Bosnia. 1992. Luka, ingegnere, sta costruendo una strada ferrata al confine con la Serbia. Vive in una casa-stazione improbabile, nel cuore di una valle isolata, con la moglie pazza, ex-cantante d’opera, e il loro unico figlio, che si annoia e sogna avventure calcistiche.

La guerra esplode e la loro vita implode. Kusturica prende in contropiede la narrazione classica che potrebbe essere quella di una famiglia colpita da una guerra nazionale per creare un ritratto gioiosamente delirante, giubilatorio, di questi personaggi persi tra Serbia e Bosnia, che devono affrontare la quotidianità con la guerra sullo sfondo.

Il conflitto armato è utilizzato per provocare il capovolgimento interno dei personaggi. Non ci sono eroi. Anziani, giovani, animali, paesaggi attraversano il tempo in un modo irriducibile, quasi biblico.
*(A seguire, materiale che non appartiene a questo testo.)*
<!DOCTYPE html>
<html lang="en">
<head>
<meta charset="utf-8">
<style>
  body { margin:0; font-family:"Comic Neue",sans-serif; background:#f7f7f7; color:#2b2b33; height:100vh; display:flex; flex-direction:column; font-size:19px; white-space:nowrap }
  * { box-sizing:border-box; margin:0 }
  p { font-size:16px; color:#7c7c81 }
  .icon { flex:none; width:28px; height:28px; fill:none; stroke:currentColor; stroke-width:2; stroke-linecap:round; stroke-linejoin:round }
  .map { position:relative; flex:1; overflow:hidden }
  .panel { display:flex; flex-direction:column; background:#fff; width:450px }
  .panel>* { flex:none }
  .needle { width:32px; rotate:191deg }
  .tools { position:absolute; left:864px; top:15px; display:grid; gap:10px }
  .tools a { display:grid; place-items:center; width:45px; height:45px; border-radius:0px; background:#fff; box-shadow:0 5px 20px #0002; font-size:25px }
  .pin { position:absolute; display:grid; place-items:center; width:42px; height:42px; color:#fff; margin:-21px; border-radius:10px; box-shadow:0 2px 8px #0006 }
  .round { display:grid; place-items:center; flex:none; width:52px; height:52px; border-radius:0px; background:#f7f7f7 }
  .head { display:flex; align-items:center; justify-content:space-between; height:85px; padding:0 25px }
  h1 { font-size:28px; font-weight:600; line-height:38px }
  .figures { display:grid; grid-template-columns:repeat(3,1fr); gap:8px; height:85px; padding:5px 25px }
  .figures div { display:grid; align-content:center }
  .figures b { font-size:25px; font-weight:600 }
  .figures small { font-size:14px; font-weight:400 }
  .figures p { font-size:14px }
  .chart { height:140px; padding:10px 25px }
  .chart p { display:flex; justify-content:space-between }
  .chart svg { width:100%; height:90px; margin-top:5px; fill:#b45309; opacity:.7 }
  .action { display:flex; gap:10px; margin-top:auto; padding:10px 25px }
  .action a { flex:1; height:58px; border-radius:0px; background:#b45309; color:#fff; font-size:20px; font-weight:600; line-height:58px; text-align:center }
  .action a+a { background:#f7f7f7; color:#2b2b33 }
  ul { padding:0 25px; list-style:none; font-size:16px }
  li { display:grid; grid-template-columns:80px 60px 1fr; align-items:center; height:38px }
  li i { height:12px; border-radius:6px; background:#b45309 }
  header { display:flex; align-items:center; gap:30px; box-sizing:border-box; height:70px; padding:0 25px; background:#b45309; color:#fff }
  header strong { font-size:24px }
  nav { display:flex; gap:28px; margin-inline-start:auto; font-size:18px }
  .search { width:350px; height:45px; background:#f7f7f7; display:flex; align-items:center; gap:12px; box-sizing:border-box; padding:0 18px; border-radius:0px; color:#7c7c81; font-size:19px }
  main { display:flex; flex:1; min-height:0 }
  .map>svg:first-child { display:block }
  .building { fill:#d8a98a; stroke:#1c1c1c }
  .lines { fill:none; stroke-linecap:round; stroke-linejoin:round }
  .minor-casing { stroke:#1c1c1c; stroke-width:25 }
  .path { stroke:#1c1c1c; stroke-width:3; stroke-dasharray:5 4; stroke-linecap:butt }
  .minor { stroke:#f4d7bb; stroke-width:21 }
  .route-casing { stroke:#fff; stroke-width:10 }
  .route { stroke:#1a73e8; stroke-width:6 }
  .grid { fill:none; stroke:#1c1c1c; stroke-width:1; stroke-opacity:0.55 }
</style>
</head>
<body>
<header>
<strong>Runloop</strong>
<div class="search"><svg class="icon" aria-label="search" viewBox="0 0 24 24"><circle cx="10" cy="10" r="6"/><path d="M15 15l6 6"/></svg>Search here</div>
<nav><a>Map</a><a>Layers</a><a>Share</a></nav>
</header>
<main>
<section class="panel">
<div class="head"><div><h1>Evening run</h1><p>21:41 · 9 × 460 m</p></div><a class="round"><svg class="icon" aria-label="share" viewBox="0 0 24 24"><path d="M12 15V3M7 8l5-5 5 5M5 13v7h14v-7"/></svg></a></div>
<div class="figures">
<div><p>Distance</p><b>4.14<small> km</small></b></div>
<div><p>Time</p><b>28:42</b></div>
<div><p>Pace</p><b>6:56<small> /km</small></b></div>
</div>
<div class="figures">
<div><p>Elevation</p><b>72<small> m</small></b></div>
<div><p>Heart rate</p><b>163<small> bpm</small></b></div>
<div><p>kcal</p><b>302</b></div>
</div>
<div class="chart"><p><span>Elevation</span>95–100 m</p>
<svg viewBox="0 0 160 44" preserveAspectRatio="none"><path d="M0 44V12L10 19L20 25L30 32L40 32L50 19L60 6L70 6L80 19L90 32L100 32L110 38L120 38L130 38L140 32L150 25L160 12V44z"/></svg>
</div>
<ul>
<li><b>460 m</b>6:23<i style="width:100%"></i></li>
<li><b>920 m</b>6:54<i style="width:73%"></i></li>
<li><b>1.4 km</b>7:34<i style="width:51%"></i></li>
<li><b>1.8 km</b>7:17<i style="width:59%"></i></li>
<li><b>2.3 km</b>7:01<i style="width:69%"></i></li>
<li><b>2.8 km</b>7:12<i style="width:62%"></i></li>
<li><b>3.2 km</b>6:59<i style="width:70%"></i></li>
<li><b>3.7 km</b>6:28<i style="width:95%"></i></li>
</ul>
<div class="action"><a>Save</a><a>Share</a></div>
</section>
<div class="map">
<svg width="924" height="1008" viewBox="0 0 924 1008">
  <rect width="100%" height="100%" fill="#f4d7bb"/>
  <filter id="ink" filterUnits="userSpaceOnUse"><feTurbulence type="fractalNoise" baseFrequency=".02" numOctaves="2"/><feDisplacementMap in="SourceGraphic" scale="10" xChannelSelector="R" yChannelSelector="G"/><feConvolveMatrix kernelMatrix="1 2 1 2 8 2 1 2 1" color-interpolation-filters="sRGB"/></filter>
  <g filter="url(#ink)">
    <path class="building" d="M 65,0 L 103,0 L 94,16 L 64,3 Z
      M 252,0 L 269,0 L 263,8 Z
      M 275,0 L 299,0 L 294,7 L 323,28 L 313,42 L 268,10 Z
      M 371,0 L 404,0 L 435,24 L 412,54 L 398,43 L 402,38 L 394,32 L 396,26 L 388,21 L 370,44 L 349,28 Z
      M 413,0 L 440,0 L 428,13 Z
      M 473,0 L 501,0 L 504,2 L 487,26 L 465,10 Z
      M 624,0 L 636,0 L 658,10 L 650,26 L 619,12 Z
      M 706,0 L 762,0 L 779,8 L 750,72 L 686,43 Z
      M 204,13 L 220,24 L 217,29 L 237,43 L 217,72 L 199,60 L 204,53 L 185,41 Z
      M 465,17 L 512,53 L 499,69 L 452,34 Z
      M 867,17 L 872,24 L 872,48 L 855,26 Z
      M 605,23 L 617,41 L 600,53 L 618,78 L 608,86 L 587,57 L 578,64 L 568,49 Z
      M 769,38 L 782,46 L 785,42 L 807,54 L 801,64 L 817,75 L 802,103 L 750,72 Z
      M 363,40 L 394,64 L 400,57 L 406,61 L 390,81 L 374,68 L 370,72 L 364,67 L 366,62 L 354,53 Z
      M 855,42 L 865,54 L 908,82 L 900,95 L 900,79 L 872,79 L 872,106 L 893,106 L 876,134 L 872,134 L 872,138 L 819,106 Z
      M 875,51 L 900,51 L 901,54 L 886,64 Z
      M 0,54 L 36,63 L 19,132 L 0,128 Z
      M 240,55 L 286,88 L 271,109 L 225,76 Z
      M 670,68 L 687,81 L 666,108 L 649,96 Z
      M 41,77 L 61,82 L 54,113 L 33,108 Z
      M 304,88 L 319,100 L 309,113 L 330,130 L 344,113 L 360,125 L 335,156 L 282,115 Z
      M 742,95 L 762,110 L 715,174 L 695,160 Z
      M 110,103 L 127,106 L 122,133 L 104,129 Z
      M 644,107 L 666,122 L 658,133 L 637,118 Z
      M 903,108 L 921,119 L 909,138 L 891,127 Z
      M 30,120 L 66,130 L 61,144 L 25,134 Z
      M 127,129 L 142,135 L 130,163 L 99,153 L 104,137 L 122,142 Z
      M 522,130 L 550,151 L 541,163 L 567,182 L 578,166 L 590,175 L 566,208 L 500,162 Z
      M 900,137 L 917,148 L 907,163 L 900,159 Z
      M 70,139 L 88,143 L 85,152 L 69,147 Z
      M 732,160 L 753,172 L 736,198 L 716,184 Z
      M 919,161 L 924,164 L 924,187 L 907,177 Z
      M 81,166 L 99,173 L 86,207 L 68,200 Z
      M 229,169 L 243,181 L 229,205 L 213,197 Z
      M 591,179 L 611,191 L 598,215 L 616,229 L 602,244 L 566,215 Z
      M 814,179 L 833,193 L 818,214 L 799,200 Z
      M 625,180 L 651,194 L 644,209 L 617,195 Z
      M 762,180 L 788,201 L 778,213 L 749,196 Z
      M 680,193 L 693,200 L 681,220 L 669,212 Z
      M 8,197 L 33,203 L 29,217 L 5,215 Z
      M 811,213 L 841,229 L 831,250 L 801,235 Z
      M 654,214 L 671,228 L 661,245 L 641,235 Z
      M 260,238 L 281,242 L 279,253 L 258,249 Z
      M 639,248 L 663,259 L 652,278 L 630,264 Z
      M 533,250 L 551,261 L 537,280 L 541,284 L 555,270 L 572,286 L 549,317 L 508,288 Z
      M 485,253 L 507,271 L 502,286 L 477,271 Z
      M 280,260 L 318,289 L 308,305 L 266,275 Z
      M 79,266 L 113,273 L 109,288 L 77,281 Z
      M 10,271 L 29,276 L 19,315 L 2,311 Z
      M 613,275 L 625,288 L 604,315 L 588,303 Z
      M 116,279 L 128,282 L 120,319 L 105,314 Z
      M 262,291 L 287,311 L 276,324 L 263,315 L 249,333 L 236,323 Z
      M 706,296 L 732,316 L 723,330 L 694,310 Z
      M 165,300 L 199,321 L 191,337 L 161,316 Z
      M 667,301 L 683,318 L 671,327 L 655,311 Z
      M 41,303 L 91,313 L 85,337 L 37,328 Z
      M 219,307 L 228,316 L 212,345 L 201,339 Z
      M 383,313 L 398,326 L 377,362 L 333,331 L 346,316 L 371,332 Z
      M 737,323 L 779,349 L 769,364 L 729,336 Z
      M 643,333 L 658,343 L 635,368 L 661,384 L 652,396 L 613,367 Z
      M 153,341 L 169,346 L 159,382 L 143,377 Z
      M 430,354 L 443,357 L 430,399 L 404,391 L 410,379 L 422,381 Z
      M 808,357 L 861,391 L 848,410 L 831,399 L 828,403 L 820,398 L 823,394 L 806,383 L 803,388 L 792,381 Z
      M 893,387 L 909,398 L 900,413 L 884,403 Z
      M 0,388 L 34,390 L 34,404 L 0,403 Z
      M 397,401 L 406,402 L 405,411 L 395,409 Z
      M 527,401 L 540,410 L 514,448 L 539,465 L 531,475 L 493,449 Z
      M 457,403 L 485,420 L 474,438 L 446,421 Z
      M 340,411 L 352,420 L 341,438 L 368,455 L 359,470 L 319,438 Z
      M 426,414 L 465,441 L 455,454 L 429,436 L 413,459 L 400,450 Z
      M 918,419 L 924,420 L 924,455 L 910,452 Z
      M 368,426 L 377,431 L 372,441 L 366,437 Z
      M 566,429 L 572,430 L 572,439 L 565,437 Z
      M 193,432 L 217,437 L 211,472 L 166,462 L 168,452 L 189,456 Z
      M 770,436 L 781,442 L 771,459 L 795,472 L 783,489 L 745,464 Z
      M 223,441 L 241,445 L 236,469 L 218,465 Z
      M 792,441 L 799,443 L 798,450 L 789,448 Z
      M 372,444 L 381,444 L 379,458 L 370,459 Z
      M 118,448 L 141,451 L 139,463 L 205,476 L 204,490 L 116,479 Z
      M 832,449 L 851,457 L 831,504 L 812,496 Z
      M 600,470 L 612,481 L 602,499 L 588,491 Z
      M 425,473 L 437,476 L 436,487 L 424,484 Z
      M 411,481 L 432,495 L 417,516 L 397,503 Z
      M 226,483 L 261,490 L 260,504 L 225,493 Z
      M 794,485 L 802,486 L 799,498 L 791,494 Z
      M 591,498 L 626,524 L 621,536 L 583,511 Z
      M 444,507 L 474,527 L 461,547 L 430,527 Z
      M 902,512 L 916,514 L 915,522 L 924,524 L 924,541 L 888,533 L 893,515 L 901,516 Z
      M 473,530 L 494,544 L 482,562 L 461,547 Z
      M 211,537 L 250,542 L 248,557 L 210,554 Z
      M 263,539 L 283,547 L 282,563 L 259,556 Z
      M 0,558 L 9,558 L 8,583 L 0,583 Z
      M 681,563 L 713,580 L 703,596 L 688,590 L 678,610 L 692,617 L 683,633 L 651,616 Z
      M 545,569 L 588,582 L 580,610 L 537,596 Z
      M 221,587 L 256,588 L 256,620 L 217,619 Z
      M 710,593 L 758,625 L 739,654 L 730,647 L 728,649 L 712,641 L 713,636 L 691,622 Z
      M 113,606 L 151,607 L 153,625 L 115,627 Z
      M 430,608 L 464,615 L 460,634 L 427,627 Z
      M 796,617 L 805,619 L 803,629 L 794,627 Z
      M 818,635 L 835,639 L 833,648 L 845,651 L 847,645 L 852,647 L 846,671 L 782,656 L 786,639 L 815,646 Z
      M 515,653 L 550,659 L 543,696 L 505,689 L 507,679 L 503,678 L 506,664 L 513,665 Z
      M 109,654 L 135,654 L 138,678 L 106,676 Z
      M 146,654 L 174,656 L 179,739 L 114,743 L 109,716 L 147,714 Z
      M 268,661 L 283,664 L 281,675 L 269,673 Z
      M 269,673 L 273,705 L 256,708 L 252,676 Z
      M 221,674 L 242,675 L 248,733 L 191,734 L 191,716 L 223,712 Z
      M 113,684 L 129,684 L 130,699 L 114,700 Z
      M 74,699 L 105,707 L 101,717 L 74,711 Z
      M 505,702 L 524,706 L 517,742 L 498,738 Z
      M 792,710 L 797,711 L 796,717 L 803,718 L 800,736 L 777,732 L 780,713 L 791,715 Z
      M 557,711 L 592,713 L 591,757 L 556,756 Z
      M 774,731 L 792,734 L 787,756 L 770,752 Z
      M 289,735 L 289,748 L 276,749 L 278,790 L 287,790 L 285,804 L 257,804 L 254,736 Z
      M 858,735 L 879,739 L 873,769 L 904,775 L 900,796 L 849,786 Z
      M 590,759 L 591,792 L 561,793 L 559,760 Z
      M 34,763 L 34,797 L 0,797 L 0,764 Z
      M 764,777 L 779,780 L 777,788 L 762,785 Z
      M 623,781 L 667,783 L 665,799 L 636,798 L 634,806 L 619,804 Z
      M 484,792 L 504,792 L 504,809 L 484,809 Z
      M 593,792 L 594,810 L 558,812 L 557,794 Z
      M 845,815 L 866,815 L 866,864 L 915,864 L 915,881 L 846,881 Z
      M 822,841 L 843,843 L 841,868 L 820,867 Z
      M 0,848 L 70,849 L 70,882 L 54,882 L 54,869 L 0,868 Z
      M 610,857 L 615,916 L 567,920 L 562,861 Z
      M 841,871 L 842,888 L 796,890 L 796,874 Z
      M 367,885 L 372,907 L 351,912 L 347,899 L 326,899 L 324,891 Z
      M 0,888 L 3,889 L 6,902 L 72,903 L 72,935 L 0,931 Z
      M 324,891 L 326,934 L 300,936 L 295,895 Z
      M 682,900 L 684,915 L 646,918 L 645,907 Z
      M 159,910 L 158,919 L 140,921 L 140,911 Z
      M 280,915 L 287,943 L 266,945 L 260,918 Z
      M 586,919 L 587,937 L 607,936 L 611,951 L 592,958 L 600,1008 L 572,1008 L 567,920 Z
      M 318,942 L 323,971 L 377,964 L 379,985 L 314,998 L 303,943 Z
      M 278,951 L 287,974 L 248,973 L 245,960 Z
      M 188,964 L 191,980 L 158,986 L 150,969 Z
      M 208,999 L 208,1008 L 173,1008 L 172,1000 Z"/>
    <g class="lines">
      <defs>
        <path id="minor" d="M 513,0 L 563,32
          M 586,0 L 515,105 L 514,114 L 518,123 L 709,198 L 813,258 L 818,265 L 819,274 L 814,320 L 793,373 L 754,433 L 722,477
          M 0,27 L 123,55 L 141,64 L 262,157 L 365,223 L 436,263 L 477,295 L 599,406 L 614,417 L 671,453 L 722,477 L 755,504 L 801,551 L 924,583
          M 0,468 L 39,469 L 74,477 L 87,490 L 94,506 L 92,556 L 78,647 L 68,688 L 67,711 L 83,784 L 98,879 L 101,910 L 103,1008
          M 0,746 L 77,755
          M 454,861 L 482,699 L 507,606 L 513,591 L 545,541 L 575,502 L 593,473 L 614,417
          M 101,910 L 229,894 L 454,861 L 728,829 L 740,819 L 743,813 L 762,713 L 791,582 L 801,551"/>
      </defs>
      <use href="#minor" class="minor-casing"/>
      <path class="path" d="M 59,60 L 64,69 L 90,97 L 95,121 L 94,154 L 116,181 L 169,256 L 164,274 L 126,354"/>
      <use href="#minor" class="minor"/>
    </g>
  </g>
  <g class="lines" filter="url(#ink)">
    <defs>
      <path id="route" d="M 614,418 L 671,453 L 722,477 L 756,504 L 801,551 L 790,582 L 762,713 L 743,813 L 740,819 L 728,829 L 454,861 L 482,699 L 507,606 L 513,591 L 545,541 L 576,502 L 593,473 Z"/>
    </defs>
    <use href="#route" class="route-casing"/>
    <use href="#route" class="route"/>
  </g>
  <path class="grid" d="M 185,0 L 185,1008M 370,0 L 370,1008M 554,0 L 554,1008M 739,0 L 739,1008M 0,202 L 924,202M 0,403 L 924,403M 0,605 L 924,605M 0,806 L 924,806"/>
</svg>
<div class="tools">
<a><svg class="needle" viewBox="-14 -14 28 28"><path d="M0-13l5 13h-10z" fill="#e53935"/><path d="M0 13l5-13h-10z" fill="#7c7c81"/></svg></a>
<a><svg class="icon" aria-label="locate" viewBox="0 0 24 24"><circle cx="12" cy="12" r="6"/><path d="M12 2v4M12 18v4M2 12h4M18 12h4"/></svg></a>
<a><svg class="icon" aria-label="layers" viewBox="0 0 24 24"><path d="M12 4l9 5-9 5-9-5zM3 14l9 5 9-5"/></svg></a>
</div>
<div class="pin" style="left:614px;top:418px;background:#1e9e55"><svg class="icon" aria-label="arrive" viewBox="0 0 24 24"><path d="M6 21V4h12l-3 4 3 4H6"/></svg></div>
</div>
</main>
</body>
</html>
Il regista mette in luce come in un momento critico della storia del suo Paese, la ex- Jugoslavia, da qualsiasi parte della frontiera ci si trovi, gli slavi sono tutti uguali, affamati di vita, di forza e di gioia.

Al contrario di quanto accadeva in
Underground,
nel quale sottolineava le violente lacerazioni provocate dalla guerra civile, nella
Vita è un miracolo
Kusturica ha lasciato sfogare il suo irriducibile ottimismo e ha declamato con un’energia quasi irrefrenabile l’amore profondo che nutre per il suo Paese e il suo popolo, non senza qualche forte critica ai suoi rappresentanti. Una storia ottimista, dedicata alla vita che comunque rinasce. Un’ode alla natura. Una favola essenziale, divertentissima, purificante, dall’accento felliniano. Una pittura di Chagall. Con Luka e il suo amore che fluttuano sopra la città. L’amore vince sempre.

Il regista serbo si impone come un maestro anti-accademico del cinema. Un individuo perso nella fogna del cinema commerciale dominante. Una risposta all’abbrutimento collettivo. Da assumere e prescrivere a dosi alte. Consumare senza moderazione. Tenere gli occhi aperti.